USA Today remains the No. 1 newspaper, though it suffered the steepest circulation drop in the publication’s history. It sank 7.5 percent to 2,113,725 after several periods with little change. The Gannett Co.-owned newspaper attributes the falloff mostly to a drop in hotel occupancy that stemmed from the economic decline and a December price increase for copies sold at newsstands.

The Wall Street Journal, the second-largest newspaper, was the only one in the top 25 to raise its daily circulation. It increased less than 1 percent to 2,082,189. The New York Times’ daily circulation fell 3.6 percent to 1,039,031, while the Los Angeles Times saw a drop of 6.6 percent to 723,181.

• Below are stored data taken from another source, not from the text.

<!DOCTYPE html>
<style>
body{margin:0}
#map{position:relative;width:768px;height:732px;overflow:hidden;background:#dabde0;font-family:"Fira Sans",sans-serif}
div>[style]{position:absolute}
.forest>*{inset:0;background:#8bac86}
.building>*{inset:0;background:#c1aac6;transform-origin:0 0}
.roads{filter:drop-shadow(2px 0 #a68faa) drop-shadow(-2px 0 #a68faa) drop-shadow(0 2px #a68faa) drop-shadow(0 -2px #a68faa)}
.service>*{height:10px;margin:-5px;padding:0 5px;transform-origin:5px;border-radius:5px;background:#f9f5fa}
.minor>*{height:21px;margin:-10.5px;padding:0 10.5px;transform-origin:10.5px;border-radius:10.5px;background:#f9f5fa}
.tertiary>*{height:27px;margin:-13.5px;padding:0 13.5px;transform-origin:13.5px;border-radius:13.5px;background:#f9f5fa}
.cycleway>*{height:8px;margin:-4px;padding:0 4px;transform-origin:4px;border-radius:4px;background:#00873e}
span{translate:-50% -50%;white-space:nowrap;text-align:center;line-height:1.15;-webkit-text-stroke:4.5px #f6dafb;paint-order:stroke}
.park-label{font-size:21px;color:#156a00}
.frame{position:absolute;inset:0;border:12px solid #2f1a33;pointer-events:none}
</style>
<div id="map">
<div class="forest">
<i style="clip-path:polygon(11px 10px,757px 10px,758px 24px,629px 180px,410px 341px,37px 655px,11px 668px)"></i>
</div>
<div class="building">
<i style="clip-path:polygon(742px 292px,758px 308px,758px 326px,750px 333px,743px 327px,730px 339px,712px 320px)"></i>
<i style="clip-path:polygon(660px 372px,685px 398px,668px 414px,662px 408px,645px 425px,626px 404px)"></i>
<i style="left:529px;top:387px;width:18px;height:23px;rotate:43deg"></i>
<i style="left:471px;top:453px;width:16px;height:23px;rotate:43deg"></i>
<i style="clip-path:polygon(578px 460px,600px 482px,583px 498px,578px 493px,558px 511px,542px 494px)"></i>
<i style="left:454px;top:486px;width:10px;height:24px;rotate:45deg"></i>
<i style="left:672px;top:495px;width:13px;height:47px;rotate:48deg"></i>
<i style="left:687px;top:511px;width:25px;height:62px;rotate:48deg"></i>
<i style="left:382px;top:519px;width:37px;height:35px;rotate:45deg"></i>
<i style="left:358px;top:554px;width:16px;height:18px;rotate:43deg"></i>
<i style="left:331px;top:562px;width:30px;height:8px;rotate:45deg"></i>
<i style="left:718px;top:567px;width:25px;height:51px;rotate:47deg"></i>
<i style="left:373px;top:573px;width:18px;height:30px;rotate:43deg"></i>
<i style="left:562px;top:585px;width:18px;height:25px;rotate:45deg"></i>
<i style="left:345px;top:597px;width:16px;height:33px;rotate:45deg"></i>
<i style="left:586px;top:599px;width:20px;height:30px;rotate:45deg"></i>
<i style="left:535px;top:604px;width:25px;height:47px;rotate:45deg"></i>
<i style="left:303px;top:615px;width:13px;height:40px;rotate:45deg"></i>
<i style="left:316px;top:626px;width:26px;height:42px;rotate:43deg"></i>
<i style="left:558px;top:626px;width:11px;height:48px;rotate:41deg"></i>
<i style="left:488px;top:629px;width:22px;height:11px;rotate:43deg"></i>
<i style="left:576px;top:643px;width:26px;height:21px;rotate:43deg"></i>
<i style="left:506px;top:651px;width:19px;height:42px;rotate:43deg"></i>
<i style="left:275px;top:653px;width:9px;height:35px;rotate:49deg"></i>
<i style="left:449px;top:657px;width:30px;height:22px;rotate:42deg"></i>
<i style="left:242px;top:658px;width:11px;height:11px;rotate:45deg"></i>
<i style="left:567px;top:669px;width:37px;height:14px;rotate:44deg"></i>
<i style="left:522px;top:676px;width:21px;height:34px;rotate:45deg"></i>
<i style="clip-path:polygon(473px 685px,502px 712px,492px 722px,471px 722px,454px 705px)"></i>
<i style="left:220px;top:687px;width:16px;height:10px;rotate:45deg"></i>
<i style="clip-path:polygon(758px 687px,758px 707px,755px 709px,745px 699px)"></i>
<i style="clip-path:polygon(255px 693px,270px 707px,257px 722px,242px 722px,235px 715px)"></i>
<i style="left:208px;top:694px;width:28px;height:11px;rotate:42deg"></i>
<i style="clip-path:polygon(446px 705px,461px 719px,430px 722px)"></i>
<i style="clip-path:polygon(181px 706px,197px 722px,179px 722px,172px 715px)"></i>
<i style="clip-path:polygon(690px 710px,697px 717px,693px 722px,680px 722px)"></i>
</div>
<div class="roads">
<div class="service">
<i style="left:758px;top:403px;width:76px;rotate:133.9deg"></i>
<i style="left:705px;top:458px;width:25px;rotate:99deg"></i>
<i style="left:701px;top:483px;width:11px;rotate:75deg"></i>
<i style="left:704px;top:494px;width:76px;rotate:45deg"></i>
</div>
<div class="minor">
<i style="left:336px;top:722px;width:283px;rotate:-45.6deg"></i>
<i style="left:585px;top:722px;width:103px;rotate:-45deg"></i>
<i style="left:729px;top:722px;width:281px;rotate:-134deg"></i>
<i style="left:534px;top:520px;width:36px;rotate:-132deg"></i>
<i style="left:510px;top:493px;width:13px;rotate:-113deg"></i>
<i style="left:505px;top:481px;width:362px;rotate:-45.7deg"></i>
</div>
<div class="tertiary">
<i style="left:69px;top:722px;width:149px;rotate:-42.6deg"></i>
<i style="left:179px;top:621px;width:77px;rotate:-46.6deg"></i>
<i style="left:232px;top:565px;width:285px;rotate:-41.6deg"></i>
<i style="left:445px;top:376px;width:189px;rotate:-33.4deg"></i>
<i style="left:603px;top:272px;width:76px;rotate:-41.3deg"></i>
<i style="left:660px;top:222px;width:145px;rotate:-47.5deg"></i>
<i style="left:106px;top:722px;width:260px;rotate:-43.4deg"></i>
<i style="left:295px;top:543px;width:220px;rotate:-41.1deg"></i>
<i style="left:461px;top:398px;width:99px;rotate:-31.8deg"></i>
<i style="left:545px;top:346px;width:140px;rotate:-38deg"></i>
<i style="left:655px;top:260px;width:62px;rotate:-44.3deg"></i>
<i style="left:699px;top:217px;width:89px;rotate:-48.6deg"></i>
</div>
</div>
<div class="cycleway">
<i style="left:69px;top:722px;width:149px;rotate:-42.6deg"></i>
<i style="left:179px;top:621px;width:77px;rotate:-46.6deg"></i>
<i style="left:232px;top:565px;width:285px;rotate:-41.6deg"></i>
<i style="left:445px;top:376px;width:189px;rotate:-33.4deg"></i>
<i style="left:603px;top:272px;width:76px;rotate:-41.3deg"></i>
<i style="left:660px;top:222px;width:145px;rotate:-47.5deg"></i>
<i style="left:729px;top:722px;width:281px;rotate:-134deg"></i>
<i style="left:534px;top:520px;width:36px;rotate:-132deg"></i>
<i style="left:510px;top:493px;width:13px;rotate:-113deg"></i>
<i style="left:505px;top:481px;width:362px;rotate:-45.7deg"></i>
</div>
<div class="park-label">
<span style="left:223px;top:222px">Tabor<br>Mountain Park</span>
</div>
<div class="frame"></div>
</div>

Other newspapers in the top 25 had daily circulation declines ranging from less than one-tenth of 1 percent at the Chicago Sun-Times to a drop of 20.6 percent at the New York Post.

Sunday circulation fell 5.4 percent in the latest period. This is based on data from 557 U.S. newspapers that reported in both the current and year-ago periods.

The New York Times continues to be the top newspaper on Sunday — when USA Today and The Wall Street Journal do not publish — though circulation dropped 1.7 percent to 1,451,233. The Los Angeles Times remains second, with a decline of 7.5 percent to 1,019,388.

Two newspapers in the top 25 posted Sunday increases, but both gains were less than 1 percent. Sunday circulation rose to 516,562 at The Arizona Republic and hit 415,815 at the St. Louis Post-Dispatch.

Newspaper sales have been declining since the early 1990s, but the drop has accelerated in recent years. Circulation revenue has largely held up, though, because of price increases. The publications have been hurt more by drops in advertising sales, which represent the bulk of revenue at most newspapers.